Publié le 22/10/2011
Les fonctionnaires ont eu leurs « primaires » mais à la différence des socialistes, elles n'ont pas dégagé un avantage décisif pour tel ou tel participant. Et la participation « potentielle » a été plus que médiocre.
Morcellement
Morcellement
Les fonctionnaires ont eu leurs « primaires » mais à la différence des socialistes, elles n'ont pas dégagé un avantage décisif pour tel ou tel participant. Et la participation « potentielle » a été plus que médiocre.

© Le Républicain Lorrain, Samedi le 22 Octobre 2011 / IG

Il est vrai que le paysage syndical des fonctions publiques d'Etat et hospitalières seules concernées par le vote, jeudi, est traditionnellement morcelé, sinon balkanisé. Tout au plus peut-on dégager des tendances générales mesurant l'influence respective des « réformistes » et des « radicaux », ce dernier terme convenant plus que « révolutionnaires » pour caractériser des syndicats comme la FSU, la CGT et SUD qui refusent quasi systématiquement toute signature d'accord. Au vu des premiers résultats, les spécialistes estimaient que le bloc « réformiste » avait légèrement progressé au travers des scores de FO, l'UNSA et la CFDT, tandis que du côté des « radicaux » la FSU se maintiendrait - grâce à son poids dans l'Education nationale - et la CGT continuerait de s'éroder soumise à la concurrence des jusqu'au boutistes de SUD, particulièrement à La Poste.

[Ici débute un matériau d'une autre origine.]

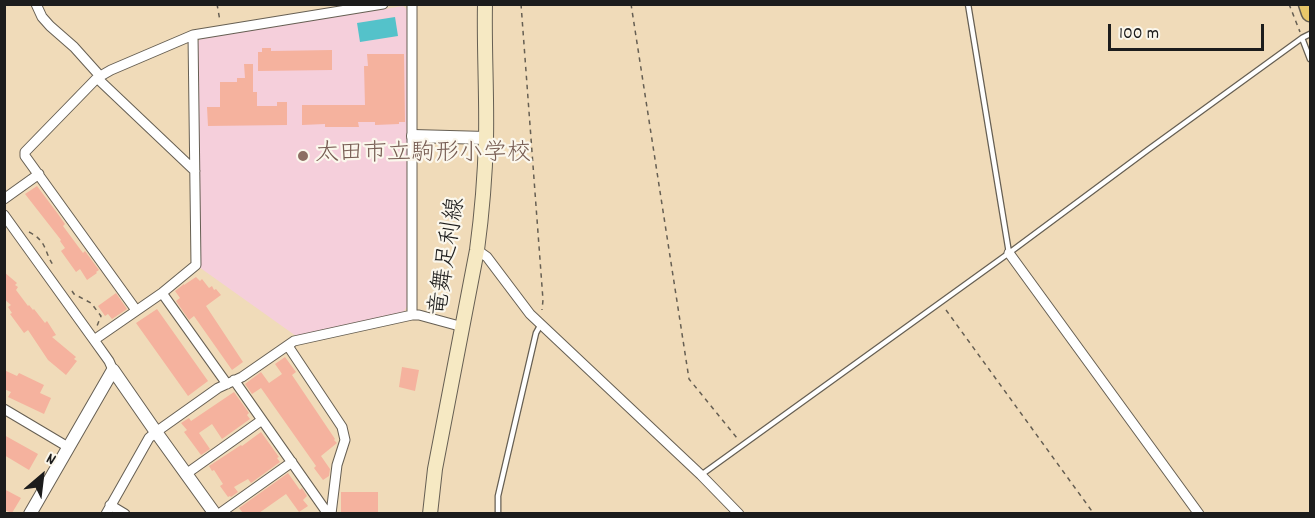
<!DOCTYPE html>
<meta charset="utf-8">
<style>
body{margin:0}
#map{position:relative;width:1315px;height:518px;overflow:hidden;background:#f0dbb9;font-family:Dekko,sans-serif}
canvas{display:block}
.frame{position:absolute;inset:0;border:6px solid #1c1c1c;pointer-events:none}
.north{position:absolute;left:12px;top:446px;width:60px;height:60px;-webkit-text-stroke:4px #fbf7ec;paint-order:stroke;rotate:28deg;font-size:16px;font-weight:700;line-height:24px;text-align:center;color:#1c1c1c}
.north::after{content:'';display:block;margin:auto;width:21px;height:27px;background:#1c1c1c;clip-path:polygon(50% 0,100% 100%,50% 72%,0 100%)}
.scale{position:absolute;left:1108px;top:24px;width:156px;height:27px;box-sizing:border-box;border:3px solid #1c1c1c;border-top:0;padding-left:8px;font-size:18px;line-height:21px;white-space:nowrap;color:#1c1c1c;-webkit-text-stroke:4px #fbf7ec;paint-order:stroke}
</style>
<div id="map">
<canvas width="1315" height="518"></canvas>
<div class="frame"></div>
<div class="north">N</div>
<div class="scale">100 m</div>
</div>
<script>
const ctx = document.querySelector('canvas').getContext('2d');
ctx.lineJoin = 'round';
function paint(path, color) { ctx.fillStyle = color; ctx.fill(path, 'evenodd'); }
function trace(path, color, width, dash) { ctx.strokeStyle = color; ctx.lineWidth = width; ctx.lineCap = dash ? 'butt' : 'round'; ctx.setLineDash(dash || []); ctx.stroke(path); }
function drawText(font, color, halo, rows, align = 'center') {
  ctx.font = font + ' Dekko,"Klee One",sans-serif'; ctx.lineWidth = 4.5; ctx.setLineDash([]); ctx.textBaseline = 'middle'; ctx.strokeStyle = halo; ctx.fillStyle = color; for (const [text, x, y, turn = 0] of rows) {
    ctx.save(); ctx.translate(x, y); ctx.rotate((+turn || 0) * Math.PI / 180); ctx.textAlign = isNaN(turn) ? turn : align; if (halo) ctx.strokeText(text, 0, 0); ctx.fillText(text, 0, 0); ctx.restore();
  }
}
const built = new Path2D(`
 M403,6L407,9L408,305L403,313L296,336L199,267L196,44L201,38Z`);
const water = new Path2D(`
 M395,17L398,36L360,42L357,23Z`);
const building = new Path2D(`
 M262,48H271V51L332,50V70L258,71V52H262Z
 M367,54H404L405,122H399V124L375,125V122H358L359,127H325V124L302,125V105H365L364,66H368Z
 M244,64H253V92H257V106H277V102H287V125L208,126L207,107H220V82H237V78H245Z
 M37,186L58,214L65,224L63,226L83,253L85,251L99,270L96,272L97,273L87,280L80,269L76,272L61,251L65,248L60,241L61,240L25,194Z
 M4,272L17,283L15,285L18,287L16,290L28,306L29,305L33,310L34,309L45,323L47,321L56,335L52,337L76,357L74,359L77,361L66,375L48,360L28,330L24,333L10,314L12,313L8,307L11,305L4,299Z
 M196,277L200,281L202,279L209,288L212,286L214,290L216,289L221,295L206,306L243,362L232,370L194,316L189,320L176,301L180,298L175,291L184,284V285Z
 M116,293L127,309L112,319L108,314L105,316L98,306Z
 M157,309L208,381L188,396L136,323Z
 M285,357L296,372L292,375L335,439L334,440L337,443L321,456L330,469L329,476L323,480L314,468L316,466L261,388L252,394L245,384L261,372L269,383L282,374L275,364Z
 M402,367L419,370L415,391L399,387Z
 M4,370L17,376L19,373L44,385L40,393L51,398L44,414L8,397L11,392L4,389Z
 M234,392L249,413L247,415L250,419L222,439L212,424L199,433L210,449L201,455L184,432L187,430L181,423L189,418L191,421Z
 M261,432L279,457L277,458L280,462L251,483L248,479L234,487L238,492L231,497L230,496L228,497L220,486L223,484L214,470L212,471L209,466L241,445L242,446Z
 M4,435L38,454L29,470L4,455Z
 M288,473L300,490L302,488L307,496L303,500L308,506L299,512L286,494L259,513H243L239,508Z
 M4,489L21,498L12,513L4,510Z
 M341,492H378V513H341Z`);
const path = new Path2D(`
 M217,4L220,21
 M521,4L543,300L542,310
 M631,4L689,379L737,438
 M1289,4L1300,32
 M29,232C47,241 44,251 53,265
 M72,291L74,294L91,303L101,316L97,326
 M946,310L1094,514`);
const service = new Path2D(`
 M968,4L1009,253
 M1302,38L1310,59
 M701,475L1009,253L1149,149L1302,38L1310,34
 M498,514V496L536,333L541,324`);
const minor = new Path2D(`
 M36,4L42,17L50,26L74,47L100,76
 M412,4V315
 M97,78L195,171
 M4,199L39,174
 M4,215L94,340L109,361L113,370
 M477,250L487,257L530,314L701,475L739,514
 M1009,253L1199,514
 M162,293L227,384
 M136,310L25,156V152L97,78L111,70L193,35L383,4
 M94,340L162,293L196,265L193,35
 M288,346L342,427L345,440L337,465L331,514
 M234,380L328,514
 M4,409L68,447
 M186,474L262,420
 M110,505L125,514
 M106,514L149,438L156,432L218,388L242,377L294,341L412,315H419L463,327
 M219,514L292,462`);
const tertiary = new Path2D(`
 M413,136L486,138
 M30,514L113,370L156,432L215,514`);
const secondary = new Path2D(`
 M430,514L435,469L477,250C482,213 485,176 486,139C487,94 484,49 485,4`);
const trunk = new Path2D(`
 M1307,4L1310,13`);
const markers = [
 [303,156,6,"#8d6e63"]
];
const educationNames = [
 ["太田市立駒形小学校",315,156]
];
const streetNames = [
 ["竜舞足利線",450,257,-81]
];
paint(built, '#f5cfdb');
paint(water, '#54c2ca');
paint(building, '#f5b29e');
trace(service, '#665f53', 7);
trace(minor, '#665f53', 11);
trace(tertiary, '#665f53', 14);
trace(secondary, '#665f53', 16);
trace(trunk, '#665f53', 19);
trace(path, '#665f53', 1.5, [4.5, 4.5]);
trace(service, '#fff', 4.5);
trace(minor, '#fff', 9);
trace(tertiary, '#fff', 12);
trace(secondary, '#f6e9c3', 14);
trace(trunk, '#e9c769', 16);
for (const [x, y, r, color] of markers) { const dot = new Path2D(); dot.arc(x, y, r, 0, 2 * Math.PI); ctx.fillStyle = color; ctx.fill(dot); trace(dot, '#fbf7ec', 2); }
drawText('24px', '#785e54', '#fbf7ec', educationNames, 'left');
drawText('24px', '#1c1c1c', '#fbf7ec', streetNames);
</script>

Cet aperçu des résultats - qui ne prennent pas en compte la fonction publique territoriale appelée aux urnes en 2014 - doit être cependant nuancé par la nature de FO. On range cette confédération parmi les « réformistes » mais elle se manifeste surtout - du moins au niveau national - par une intransigeance et un extrémisme parfois supérieurs à celui de la CGT. Une « radicalité » du discours qui ne l'aide guère à se maintenir dans le secteur privé, mais trouve un certain écho chez des fonctionnaires soumis à une Révision générale des politiques publiques (RGPP) destinée à faire passer la règle du non-remplacement d'un fonctionnaire sur deux. Le paradoxe est que FO est le seul syndicat à ne pas avoir signé les accords de Bercy de 2008 sur « la rénovation du dialogue social » qui ont mis en place les élections de jeudi destinées à instaurer une représentativité syndicale analogue à ce qui existe désormais dans le privé. Autant dire que quel que soit le résultat de la présidentielle, le dialogue social dans « les » fonctions publiques risque de rester un sport de combat.

Jean-Michel HELVIG.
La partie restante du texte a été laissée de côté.